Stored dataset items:
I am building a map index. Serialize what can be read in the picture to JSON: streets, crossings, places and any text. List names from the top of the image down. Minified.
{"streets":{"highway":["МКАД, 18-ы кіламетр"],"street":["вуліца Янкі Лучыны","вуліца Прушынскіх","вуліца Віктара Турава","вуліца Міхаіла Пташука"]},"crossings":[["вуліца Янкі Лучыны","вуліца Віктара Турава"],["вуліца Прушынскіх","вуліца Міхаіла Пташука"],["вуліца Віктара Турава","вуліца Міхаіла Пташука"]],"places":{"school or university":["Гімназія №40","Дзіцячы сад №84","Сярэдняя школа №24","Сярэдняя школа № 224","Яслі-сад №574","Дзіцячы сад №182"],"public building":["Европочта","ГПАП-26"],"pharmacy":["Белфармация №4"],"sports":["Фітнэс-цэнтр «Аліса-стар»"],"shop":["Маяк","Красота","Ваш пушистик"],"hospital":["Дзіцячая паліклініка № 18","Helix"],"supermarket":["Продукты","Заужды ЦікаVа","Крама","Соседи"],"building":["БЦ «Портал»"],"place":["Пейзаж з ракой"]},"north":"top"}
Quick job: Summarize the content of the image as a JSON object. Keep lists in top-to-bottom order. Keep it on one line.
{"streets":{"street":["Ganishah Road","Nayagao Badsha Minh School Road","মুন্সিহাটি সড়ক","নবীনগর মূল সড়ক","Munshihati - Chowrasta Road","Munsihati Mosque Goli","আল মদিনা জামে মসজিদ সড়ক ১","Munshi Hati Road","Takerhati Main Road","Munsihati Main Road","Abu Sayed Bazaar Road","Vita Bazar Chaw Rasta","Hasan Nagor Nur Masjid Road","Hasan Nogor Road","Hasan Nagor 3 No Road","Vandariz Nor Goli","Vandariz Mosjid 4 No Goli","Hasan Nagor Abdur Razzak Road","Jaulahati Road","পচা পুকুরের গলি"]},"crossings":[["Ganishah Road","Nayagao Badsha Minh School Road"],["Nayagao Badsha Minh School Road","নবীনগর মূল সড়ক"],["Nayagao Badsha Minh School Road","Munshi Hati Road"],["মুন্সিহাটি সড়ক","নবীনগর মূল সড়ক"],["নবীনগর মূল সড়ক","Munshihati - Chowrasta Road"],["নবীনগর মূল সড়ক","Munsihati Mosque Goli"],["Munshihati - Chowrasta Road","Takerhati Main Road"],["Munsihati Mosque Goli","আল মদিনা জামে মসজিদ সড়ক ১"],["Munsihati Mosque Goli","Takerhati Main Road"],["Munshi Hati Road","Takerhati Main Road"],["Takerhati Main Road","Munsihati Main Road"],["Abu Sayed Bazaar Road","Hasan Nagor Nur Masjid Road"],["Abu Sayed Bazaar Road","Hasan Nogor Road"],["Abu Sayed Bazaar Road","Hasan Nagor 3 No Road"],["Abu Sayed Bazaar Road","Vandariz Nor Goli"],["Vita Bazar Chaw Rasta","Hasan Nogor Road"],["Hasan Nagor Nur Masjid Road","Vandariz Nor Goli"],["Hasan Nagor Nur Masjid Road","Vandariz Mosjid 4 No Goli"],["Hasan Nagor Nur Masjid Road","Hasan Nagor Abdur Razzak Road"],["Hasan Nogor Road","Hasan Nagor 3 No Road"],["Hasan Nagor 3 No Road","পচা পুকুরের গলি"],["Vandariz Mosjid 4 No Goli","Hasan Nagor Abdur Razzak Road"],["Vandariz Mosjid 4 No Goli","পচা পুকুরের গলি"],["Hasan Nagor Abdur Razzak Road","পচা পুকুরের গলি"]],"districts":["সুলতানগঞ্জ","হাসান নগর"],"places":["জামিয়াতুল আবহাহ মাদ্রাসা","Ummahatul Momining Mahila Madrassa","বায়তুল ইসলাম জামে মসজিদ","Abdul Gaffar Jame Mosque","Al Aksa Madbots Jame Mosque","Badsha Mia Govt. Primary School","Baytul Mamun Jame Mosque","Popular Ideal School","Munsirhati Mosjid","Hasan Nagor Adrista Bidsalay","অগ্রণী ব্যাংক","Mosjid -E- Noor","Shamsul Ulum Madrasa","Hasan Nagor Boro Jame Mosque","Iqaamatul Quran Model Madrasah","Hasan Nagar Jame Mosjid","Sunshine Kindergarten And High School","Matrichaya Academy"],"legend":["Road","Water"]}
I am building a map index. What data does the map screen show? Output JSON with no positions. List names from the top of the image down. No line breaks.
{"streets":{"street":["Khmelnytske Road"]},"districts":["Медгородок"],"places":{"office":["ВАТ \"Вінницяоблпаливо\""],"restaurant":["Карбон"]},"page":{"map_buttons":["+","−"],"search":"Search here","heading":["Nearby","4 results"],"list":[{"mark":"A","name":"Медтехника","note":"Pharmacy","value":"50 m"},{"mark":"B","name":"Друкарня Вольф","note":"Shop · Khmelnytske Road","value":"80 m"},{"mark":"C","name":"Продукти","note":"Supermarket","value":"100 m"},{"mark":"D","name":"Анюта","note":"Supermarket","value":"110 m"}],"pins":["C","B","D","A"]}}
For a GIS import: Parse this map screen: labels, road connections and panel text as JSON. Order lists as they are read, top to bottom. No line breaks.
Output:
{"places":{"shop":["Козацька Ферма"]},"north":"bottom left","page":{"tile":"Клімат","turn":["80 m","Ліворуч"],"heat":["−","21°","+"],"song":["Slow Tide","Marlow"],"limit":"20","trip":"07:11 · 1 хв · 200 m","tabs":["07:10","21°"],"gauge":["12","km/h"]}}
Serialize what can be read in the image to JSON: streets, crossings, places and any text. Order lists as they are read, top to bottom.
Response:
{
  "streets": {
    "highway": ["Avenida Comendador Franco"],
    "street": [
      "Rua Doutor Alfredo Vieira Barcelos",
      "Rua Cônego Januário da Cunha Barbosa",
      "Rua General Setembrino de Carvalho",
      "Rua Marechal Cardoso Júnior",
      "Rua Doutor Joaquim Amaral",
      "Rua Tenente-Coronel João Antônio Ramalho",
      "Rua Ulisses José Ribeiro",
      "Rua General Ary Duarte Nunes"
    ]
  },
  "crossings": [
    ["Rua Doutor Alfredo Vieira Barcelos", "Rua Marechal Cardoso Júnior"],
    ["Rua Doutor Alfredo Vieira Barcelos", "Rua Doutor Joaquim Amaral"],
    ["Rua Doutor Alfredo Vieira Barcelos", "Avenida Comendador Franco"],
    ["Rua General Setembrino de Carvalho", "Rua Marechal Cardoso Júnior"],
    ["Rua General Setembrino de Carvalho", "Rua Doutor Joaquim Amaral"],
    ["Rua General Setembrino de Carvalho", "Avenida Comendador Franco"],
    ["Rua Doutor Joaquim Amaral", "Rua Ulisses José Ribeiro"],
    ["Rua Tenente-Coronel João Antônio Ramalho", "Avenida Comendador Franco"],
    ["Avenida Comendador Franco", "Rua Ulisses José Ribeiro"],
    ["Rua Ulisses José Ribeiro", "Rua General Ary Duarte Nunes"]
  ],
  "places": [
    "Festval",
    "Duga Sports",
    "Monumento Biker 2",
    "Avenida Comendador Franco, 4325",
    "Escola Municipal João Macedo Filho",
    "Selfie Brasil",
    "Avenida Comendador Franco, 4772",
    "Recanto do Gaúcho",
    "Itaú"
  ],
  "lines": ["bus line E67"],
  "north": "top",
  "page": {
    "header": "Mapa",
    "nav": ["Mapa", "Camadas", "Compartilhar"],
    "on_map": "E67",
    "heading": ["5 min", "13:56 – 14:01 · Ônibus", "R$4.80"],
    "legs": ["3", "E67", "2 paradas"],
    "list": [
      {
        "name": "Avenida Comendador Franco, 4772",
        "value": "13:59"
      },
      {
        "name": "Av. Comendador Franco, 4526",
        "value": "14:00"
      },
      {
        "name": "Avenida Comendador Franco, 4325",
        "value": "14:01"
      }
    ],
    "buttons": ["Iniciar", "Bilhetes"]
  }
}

## What you are asked to do
Filter these records, keeping every line where the word "Antônio" occurs.

## Your solution
      "Rua Tenente-Coronel João Antônio Ramalho",
    ["Rua Tenente-Coronel João Antônio Ramalho", "Avenida Comendador Franco"],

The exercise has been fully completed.